Hicieron falta años para que se entendiera que la destrucción de los judíos europeos, por decirlo con las palabras que titularon el monumental trabajo de Raul Hilberg, había marcado un hito sin parangón –Levi hablaría de un unicum– en la historia universal de la infamia. Incluso en el recién fundado Israel, los dirigentes del nuevo Estado no consideraban oportuno proyectar la idea de un pueblo martirizado y conducido casi sin resistencia al matadero, de modo que el tributo a los hermanos asesinados convivía con una retórica más volcada en transmitir a sus ciudadanos la controvertida épica del proceso de reconstrucción nacional.

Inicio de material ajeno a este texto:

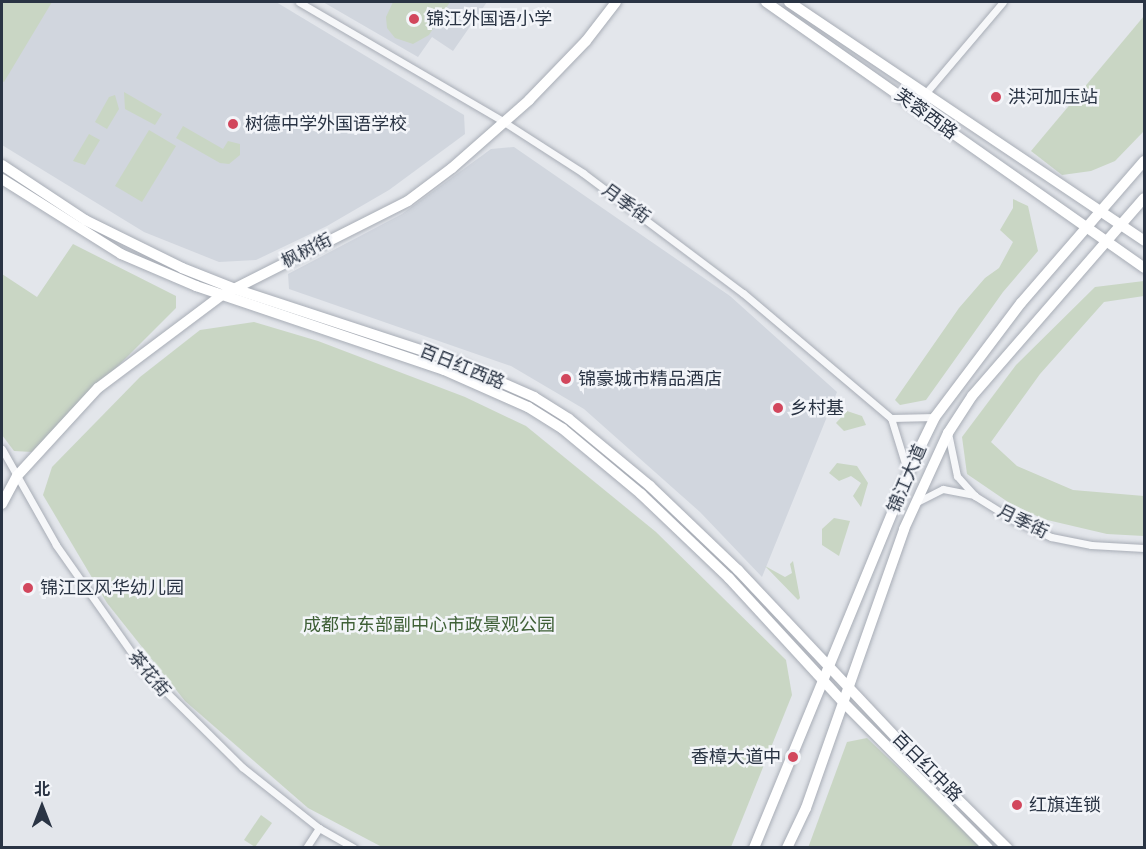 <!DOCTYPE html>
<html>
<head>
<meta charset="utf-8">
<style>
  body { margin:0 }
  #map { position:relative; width:1146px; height:849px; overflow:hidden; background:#e3e6eb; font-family:"PT Sans","Noto Sans SC",sans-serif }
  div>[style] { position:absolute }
  .built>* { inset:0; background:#d1d6de }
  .green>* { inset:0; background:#c9d6c4 }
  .roads { filter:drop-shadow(0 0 2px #a8adb6) drop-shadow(0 0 2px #a8adb6) }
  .street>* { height:7px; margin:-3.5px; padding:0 3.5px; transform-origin:3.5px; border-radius:3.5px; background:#f6f7f9 }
  .secondary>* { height:10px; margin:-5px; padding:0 5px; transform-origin:5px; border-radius:5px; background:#fff }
  .dots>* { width:16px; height:16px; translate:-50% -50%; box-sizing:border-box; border:3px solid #f3f5f9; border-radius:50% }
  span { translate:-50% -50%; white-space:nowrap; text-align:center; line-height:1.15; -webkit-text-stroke:5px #f3f5f9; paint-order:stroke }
  .poi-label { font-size:18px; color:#2a3444 }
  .left { translate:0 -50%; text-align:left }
  .right { translate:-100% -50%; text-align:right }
  .street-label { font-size:18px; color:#2a3444 }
  .park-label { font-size:18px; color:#3f6037 }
  .frame { position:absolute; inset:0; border:3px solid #2a3444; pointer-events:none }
  .north { position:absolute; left:12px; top:777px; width:60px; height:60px; -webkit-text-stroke:4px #f3f5f9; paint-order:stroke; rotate:0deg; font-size:16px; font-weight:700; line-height:24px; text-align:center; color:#2a3444 }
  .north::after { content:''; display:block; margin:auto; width:21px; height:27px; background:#2a3444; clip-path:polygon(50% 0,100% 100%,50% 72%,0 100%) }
</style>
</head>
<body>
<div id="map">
  <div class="built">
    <i style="clip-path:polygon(2px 2px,276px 2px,464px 115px,465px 134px,389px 190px,327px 226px,256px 260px,219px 262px,144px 232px,2px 145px)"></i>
    <i style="clip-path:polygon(323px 2px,487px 2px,453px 51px,432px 37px,418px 57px)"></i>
    <i style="clip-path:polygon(514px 147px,730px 296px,837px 392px,762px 577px,700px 512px,584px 409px,511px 366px,289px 289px,288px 274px,402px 214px,491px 149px)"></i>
  </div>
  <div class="green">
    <i style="clip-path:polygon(2px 2px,52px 2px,4px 82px,2px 81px)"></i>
    <i style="clip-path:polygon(393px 2px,450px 2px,429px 35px,413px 44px,395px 38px,387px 28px,386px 17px)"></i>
    <i style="clip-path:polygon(1144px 16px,1144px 131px,1115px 161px,1091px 171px,1062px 175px,1031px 151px)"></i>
    <i style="clip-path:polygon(124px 92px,162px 114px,155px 125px,125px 109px)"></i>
    <i style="clip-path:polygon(115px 95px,119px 109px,107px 129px,95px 122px,109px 97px)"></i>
    <i style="clip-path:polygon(183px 126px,223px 149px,228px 141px,240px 144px,240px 155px,229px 164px,220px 163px,176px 138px)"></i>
    <i style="clip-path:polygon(149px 130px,176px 146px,142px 202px,115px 186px)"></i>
    <i style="clip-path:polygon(89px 134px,100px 140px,85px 165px,73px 161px)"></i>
    <i style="clip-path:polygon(1013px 199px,1028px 206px,1038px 251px,1003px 292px,926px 400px,900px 405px,895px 400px,959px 308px,985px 278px,999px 268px,1013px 242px,1000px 230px,1013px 208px)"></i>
    <i style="clip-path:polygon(73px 244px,176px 296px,176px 308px,32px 452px,14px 451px,2px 435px,2px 274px,37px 297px)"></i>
    <i style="clip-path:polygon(1144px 281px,1144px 296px,1104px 302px,1040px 374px,991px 442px,1017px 466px,1073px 490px,1144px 496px,1144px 536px,1107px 534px,1043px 519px,1008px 502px,967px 474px,962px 437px,1016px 365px,1095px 287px)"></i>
    <i style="clip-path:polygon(254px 322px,318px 341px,465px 397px,526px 426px,656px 532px,786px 660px,792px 695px,731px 847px,382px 847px,308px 808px,185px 701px,107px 603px,43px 495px,52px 467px,140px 377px,200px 330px)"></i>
    <i style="clip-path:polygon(847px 411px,862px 416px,866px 425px,844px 431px,836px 423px)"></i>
    <i style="clip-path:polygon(837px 463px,857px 466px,868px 483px,861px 507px,853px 496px,861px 483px,851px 476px,839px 481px,829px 473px)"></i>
    <i style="clip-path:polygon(834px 518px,850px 521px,839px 556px,822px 545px,822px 529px)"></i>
    <i style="clip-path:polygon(793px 561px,800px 598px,798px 600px,765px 566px,785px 577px,792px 573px,790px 564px)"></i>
    <i style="clip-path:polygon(867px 738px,982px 847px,808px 848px,847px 742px)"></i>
    <i style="clip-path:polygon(261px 815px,272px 823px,255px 847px,244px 840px)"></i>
  </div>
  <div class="roads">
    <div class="street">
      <i style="left:299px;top:2px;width:238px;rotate:30.3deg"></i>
      <i style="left:504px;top:122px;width:94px;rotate:32.8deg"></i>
      <i style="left:583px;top:173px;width:200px;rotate:36.9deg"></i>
      <i style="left:743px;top:293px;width:194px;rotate:40.2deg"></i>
      <i style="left:891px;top:418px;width:44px;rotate:-1.3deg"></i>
      <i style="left:924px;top:95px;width:122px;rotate:-49.7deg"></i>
      <i style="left:891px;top:418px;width:58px;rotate:72.8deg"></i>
      <i style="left:948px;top:433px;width:44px;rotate:78.2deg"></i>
      <i style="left:957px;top:476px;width:27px;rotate:48deg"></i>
      <i style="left:975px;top:496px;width:44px;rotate:31.9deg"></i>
      <i style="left:1012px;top:519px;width:43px;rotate:24.8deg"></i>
      <i style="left:1051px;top:537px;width:41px;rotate:11.3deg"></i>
      <i style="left:1091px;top:545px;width:53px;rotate:3.2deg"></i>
      <i style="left:2px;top:449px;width:110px;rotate:60.6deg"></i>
      <i style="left:56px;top:545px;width:153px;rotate:54.9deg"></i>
      <i style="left:144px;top:670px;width:138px;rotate:44.7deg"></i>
      <i style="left:242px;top:767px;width:98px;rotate:38.4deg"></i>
      <i style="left:319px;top:828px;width:40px;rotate:29.7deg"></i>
      <i style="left:917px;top:502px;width:29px;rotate:-27deg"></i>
      <i style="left:943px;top:489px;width:32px;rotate:11deg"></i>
      <i style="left:306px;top:848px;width:24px;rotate:-57deg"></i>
    </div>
    <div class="secondary">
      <i style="left:766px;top:2px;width:462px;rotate:35.1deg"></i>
      <i style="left:789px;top:2px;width:428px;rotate:33.9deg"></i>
      <i style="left:2px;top:165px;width:100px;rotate:33.5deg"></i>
      <i style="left:85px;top:220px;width:108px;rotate:26.3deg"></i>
      <i style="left:182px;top:268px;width:57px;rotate:21.6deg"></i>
      <i style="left:235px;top:289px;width:224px;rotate:18.2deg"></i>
      <i style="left:448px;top:359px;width:94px;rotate:23.8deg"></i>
      <i style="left:534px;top:397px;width:41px;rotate:32.2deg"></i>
      <i style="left:569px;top:419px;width:105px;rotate:39.6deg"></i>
      <i style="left:650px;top:486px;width:122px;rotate:43.7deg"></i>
      <i style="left:738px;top:570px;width:236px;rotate:46.7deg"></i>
      <i style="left:900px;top:742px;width:151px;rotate:44.7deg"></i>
      <i style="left:2px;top:179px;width:141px;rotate:32.2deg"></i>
      <i style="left:121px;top:254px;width:82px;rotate:23.1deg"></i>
      <i style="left:196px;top:286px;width:262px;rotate:18.7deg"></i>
      <i style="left:444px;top:370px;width:92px;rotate:23.8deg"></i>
      <i style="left:528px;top:407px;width:41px;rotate:32.2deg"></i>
      <i style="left:563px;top:429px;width:102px;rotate:39.8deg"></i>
      <i style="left:641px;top:494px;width:122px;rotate:43.7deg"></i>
      <i style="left:729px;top:578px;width:168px;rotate:47.4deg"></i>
      <i style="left:843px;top:702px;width:206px;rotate:45.2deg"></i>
      <i style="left:2px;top:504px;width:32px;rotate:-62deg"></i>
      <i style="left:17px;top:476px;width:120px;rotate:-47.4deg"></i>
      <i style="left:98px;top:388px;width:155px;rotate:-36.9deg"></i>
      <i style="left:222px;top:295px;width:208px;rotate:-26.8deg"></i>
      <i style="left:408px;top:201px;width:55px;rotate:-36.9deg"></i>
      <i style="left:452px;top:168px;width:103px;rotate:-41.4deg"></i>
      <i style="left:529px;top:100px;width:82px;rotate:-46deg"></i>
      <i style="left:586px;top:41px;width:49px;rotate:-52.4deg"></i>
      <i style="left:754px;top:848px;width:415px;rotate:-67.6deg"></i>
      <i style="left:912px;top:464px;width:52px;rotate:-63.9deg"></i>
      <i style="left:935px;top:417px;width:143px;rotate:-53deg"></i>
      <i style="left:1021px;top:303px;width:188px;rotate:-49.1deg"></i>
      <i style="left:787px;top:848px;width:44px;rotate:-64.6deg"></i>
      <i style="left:806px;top:808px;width:296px;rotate:-70.6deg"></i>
      <i style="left:904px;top:529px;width:106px;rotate:-65.4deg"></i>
      <i style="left:948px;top:433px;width:44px;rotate:-57deg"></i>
      <i style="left:972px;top:396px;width:262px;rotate:-49deg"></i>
    </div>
  </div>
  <div class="dots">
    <i style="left:414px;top:19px;background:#d2475d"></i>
    <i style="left:996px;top:97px;background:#d2475d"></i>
    <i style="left:233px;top:124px;background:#d2475d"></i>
    <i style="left:566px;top:379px;background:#d2475d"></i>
    <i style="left:778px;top:408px;background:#d2475d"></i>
    <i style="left:28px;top:588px;background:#d2475d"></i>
    <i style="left:793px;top:757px;background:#d2475d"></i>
    <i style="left:1017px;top:805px;background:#d2475d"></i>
  </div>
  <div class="poi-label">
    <span class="left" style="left:426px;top:19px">锦江外国语小学</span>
    <span class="left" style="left:1008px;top:97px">洪河加压站</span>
    <span class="left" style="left:245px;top:124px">树德中学外国语学校</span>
    <span class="left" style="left:578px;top:379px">锦豪城市精品酒店</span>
    <span class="left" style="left:790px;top:408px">乡村基</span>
    <span class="left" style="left:40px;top:588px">锦江区风华幼儿园</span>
    <span class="right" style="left:781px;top:757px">香樟大道中</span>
    <span class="left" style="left:1029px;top:805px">红旗连锁</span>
  </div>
  <div class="street-label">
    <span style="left:926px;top:114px;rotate:36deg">芙蓉西路</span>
    <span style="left:626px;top:204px;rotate:36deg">月季街</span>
    <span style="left:307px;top:251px;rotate:-27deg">枫树街</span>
    <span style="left:462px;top:367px;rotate:22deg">百日红西路</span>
    <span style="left:907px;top:479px;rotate:-67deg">锦江大道</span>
    <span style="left:1023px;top:522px;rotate:26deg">月季街</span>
    <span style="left:149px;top:674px;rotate:50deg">茶花街</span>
    <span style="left:927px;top:767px;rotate:45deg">百日红中路</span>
  </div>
  <div class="park-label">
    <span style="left:429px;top:625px">成都市东部副中心市政景观公园</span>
  </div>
  <div class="frame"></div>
  <div class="north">北</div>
</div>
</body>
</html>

Entre los narradores testigos, Levi ocupa un lugar de excepción, tanto por lo temprano de su testimonio –Si esto es un hombre fue publicado en 1947– como por la precisión y la calidad moral de su descripción de la realidad concentracionaria, sobre la que volvió una y otra vez hasta que muchos años después se quitó la vida. Fue además de un admirable contador de historias, que supo evitar la abstracción indiferenciada para poner rostro a las víctimas, un profundo analista que reflexionó sobre la mentalidad totalitaria con palabras certeras –y nada complacientes, suyo es el hallazgo de la “zona gris” para describir la corrupción que se extendía por todo el universo del lager, contaminando también a los reos– y un activo impugnador de la barbarie, ejemplificada en el funcionamiento de la industria de la muerte.

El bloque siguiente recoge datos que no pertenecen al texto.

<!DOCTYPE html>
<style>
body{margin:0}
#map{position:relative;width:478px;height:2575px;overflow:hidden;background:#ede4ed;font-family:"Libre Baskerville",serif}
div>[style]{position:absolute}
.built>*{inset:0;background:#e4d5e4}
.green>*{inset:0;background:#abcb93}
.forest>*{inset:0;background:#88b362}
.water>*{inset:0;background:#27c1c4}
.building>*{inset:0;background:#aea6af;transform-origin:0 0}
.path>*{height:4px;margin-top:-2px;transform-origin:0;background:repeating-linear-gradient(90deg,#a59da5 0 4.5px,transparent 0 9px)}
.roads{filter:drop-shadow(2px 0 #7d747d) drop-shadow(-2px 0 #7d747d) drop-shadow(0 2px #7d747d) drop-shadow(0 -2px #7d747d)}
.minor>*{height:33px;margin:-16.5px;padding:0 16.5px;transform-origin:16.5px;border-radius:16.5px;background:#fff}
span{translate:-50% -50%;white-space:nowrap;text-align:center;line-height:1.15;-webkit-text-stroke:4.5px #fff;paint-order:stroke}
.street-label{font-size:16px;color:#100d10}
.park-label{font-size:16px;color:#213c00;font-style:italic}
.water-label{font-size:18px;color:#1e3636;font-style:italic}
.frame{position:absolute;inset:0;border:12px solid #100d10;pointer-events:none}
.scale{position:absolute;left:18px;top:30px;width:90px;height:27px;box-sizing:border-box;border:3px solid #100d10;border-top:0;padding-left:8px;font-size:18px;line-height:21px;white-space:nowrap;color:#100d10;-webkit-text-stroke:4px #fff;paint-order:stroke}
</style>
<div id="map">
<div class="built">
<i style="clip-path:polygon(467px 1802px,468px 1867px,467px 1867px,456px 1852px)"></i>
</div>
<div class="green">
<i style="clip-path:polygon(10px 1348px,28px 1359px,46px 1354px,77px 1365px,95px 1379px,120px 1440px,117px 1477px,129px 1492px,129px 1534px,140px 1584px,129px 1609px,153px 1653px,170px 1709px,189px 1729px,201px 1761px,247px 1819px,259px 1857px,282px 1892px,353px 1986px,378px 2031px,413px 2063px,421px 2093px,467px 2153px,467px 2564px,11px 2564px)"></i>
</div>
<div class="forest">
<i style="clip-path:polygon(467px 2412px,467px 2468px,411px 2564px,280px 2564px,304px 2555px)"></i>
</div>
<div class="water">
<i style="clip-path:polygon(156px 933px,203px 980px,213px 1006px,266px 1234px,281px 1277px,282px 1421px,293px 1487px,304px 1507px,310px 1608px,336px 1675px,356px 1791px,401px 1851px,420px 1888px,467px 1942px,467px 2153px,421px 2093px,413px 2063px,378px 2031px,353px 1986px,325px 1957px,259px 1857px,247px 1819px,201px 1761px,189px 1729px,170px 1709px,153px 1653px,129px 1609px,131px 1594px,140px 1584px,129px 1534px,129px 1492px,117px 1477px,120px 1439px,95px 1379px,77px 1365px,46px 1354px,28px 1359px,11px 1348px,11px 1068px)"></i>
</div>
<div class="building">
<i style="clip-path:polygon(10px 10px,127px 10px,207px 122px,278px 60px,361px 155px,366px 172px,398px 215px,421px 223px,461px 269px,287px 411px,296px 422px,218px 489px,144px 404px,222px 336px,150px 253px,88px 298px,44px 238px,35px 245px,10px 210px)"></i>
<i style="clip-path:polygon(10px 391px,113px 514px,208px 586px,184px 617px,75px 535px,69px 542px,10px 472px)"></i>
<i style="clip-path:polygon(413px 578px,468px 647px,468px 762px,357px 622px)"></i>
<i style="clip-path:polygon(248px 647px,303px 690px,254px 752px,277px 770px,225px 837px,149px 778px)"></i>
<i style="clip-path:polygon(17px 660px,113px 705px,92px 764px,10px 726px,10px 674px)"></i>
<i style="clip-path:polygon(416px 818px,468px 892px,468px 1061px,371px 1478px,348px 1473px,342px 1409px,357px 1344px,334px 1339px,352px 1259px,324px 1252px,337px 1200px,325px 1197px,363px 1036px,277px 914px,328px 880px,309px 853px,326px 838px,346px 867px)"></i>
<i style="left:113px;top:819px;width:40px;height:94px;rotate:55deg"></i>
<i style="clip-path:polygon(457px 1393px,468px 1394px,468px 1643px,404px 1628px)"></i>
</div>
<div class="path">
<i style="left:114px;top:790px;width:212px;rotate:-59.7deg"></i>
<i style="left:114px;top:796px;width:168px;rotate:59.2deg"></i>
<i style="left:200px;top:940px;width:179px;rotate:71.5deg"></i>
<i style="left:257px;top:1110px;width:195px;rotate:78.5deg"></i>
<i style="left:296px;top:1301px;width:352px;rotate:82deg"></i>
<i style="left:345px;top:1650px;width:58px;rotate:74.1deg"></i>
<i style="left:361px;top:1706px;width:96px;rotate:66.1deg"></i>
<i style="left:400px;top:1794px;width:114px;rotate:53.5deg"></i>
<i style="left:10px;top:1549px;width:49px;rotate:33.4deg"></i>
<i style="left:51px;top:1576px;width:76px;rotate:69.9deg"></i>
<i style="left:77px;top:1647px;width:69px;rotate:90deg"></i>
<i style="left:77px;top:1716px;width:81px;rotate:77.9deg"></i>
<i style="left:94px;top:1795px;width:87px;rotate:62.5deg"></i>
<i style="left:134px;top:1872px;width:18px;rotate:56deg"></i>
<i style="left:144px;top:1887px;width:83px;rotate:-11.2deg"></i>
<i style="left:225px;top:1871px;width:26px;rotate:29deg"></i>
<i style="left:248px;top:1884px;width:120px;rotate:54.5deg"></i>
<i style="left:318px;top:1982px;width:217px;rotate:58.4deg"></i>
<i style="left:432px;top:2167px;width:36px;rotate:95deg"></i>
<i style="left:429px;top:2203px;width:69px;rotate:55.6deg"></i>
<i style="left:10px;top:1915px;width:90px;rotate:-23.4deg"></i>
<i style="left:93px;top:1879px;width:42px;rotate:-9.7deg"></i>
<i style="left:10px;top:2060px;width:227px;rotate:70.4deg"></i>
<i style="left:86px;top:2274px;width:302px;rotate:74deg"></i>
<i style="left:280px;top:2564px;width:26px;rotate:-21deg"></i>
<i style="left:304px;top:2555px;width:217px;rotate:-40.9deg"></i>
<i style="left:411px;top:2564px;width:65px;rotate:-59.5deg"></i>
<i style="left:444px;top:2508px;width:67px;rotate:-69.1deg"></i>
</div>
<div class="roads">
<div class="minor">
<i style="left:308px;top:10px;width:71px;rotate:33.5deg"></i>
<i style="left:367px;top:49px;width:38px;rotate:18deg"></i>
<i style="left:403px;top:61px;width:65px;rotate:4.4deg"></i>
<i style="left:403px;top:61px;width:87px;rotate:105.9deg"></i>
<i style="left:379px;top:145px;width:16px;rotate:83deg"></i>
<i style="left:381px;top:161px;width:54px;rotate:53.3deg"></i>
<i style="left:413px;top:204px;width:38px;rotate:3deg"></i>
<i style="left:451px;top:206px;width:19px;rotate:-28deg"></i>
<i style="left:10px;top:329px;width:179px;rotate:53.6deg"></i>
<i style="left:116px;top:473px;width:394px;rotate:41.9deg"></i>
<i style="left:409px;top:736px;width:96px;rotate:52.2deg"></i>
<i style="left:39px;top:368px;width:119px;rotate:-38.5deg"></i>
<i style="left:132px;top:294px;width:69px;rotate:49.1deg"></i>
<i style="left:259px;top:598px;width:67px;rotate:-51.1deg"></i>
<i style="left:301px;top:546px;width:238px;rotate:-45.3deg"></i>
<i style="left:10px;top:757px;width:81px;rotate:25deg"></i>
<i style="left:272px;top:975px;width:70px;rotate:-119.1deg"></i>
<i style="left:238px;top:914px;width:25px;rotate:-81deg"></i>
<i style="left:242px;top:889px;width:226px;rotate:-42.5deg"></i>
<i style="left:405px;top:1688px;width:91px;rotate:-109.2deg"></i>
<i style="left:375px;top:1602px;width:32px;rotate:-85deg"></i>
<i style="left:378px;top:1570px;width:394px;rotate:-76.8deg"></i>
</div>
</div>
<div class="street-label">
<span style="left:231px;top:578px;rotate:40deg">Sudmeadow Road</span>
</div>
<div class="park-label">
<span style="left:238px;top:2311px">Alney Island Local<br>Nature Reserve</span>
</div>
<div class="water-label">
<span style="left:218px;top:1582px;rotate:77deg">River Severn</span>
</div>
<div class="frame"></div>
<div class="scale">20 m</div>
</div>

También en lo que se refiere al estilo, el mismo Levi inauguró un tono que distinguirá a los más perdurables testimonios de la Shoah, caracterizado por la sobriedad y la ausencia de patetismo, en una línea antirretórica que no se sirve –sería innecesario y hasta indecoroso– de los recursos melodramáticos. El mundo oscuro del que hablaría Paul Steinberg, otro antiguo prisionero del campo, descrito por Levi en términos poco halagüeños, revive en las obras del segundo con una nitidez sin concesiones, recreado desde una voluntad de entendimiento racional que es, unida al humanismo militante, la mejor herramienta para reflejar el mal en estado puro. No lo movía el rencor ni el deseo de venganza, sino la suprema tarea de mostrar la verdad, a veces incómoda, sin veladuras. Los jueces –nos dijo a sus lectores– sois vosotros.